[Solr Wiki] Update of "UnicodeCollation" by RobertMuir

Apache Wiki Wed, 02 Dec 2009 20:23:04 -0800

Dear Wiki user,

You have subscribed to a wiki page or wiki category on "Solr Wiki" for change 
notification.


The "UnicodeCollation" page has been changed by RobertMuir.
http://wiki.apache.org/solr/UnicodeCollation

--------------------------------------------------

New page:
= Unicode Collation =
<!> [[Solr1.5]]

== Overview ==
[[http://en.wikipedia.org/wiki/Unicode_collation_algorithm|Unicode Collation]] 
is a method to sort text in a language-sensitive way. It is primarily intended 
for sorting, but can also be used for advanced search purposes.

Unicode Collation in Solr is fast, all the work is done at index time. For more 
information, see the 
[[http://lucene.apache.org/solr/api/org/apache/solr/analysis/CollationKeyFilterFactory.html|Javadocs]].

<<TableOfContents>>

== Sorting text for a specific language ==
In the example below, text will be sorted according to the default German rules 
provided by Java.
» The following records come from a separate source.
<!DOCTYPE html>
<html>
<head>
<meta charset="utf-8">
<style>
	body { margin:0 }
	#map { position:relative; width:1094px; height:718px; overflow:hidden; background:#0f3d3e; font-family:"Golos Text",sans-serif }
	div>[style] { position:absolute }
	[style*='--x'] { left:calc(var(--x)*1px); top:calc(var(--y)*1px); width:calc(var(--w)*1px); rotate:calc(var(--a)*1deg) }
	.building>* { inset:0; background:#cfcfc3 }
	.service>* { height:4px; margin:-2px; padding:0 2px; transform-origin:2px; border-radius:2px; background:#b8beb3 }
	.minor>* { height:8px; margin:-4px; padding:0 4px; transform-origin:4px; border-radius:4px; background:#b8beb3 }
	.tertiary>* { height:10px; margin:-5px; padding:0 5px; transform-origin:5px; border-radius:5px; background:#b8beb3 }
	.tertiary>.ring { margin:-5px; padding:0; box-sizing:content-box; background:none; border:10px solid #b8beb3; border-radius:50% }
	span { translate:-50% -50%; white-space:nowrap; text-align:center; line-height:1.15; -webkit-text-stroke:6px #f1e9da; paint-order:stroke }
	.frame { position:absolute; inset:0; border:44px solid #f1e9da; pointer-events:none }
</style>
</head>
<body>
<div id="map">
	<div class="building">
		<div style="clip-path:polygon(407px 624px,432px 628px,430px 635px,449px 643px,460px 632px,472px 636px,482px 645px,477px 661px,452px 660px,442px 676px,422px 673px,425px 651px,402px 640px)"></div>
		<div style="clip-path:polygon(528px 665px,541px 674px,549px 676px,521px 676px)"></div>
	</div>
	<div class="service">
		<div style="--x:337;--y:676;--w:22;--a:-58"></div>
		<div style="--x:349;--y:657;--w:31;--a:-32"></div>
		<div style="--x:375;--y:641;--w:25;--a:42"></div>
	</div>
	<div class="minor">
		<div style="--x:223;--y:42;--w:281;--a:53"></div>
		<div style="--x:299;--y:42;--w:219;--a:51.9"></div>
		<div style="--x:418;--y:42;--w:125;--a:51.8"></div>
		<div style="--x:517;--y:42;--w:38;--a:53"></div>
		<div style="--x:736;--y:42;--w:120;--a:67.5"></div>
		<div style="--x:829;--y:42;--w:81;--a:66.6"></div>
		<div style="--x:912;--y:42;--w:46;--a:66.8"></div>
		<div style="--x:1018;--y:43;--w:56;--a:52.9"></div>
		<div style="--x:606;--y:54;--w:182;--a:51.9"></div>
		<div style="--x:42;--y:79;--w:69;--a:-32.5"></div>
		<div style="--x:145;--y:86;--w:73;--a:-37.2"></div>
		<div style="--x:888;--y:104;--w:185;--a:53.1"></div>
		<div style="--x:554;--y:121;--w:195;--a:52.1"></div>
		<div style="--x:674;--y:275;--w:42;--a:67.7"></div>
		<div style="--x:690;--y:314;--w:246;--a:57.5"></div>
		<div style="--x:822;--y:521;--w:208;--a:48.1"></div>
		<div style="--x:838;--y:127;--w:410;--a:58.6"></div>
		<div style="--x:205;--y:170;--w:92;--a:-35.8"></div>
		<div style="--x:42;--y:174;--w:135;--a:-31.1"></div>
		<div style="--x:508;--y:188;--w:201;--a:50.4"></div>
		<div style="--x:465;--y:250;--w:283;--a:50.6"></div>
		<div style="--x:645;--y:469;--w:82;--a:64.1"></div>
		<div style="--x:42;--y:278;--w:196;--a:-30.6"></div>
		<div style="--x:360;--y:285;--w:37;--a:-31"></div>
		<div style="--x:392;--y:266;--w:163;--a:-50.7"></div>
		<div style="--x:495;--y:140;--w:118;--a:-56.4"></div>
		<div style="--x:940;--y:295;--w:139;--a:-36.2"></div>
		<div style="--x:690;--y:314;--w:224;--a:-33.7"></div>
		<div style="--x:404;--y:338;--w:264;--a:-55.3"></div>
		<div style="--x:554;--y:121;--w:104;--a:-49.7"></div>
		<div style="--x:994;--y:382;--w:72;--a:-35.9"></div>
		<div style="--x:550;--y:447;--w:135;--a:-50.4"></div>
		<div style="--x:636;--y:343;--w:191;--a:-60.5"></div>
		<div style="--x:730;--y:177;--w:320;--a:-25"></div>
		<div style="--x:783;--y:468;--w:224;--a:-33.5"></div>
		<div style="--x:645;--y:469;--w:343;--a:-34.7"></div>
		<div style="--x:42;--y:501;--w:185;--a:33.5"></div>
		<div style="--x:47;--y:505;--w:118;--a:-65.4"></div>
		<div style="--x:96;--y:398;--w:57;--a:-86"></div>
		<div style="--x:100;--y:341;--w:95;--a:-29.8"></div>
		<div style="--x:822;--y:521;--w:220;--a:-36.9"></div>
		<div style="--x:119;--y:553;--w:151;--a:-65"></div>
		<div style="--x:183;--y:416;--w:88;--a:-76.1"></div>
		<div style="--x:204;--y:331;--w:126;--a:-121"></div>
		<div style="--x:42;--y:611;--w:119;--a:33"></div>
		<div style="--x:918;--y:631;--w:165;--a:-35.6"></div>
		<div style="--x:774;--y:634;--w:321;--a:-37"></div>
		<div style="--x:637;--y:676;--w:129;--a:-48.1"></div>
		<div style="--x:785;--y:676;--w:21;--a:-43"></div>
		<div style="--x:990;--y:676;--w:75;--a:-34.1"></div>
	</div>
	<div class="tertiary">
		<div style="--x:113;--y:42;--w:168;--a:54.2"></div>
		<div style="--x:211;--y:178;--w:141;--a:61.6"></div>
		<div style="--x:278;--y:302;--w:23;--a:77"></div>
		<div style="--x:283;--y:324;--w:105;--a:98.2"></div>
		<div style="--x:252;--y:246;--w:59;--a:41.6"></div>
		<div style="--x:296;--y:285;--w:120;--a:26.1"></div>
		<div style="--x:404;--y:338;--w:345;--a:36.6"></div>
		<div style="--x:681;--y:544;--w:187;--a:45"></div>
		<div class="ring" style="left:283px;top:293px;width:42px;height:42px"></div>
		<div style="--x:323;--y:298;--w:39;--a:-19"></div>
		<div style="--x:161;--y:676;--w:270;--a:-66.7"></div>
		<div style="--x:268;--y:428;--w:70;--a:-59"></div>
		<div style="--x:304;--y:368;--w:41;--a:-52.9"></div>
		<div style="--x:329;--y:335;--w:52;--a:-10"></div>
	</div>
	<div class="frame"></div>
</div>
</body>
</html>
The rules for sorting German in Java are defined in a package 
called a Java Locale.

Locales are typically defined as a combination of language and country, but you 
can specify just the language if you want. For example, if you specify "de" as 
the language, you will get sorting that works well for German language. If you 
specify "de" as the language and "CH" as the country, you will get German 
sorting specifically tailored for Switzerland.

You can see a list of supported Locales 
[[http://java.sun.com/j2se/1.5.0/docs/guide/intl/locale.doc.html#util-text|here]].

{{{
<!-- define a field type for German collation -->
<fieldType name="collatedGERMAN" class="solr.TextField">
  <analyzer>
    <tokenizer class="solr.KeywordTokenizerFactory"/>
    <filter class="solr.CollationKeyFilterFactory"
        language="de"
        strength="primary"
    />
  </analyzer>
</fieldType>
...
<!-- define a field to store the German collated manufacturer names -->
<field name="manuGERMAN" type="collatedGERMAN" indexed="true" stored="false" />
...
<!-- copy the text to this field. we could create French, English, Spanish 
versions too, and sort differently for different users! -->
<copyField source="manu" dest="manuGERMAN"/>
}}}
In the example above, you will notice we defined the strength as "primary". The 
strength of the collation determines how "picky" the sort order will be, but 
depends upon the language. For example in English, "primary" strength ignores 
differences in case and accents.

For more information, see the 
[[http://java.sun.com/j2se/1.5.0/docs/api/java/text/Collator.html|Collator 
javadocs]].

== Sorting text for multiple languages ==
There are two approaches to supporting multiple languages:

 * If there is a small list, consider defining collated fields for each 
language and using copyField.
 * If there is a very large list, an alternative is to use the "Unicode 
default" collator.

The Unicode default, or "ROOT" Locale, has rules that are designed to work well 
in general for most languages. To use it, simply define the language as the 
empty string.

This Unicode default sort is still significantly more advanced than the 
standard Solr sort.

{{{
<fieldType name="collatedROOT" class="solr.TextField">
  <analyzer>
    <tokenizer class="solr.KeywordTokenizerFactory"/>
    <filter class="solr.CollationKeyFilterFactory"
        language=""
        strength="primary"
    />
  </analyzer>
</fieldType>
}}}
== Sorting text with custom rules ==
For advanced usage, you can define your own set of rules that determine how the 
sorting takes place. Its easiest not to start from scratch, but instead to take 
existing rules that are close to what you want, and "tailor" or customize them.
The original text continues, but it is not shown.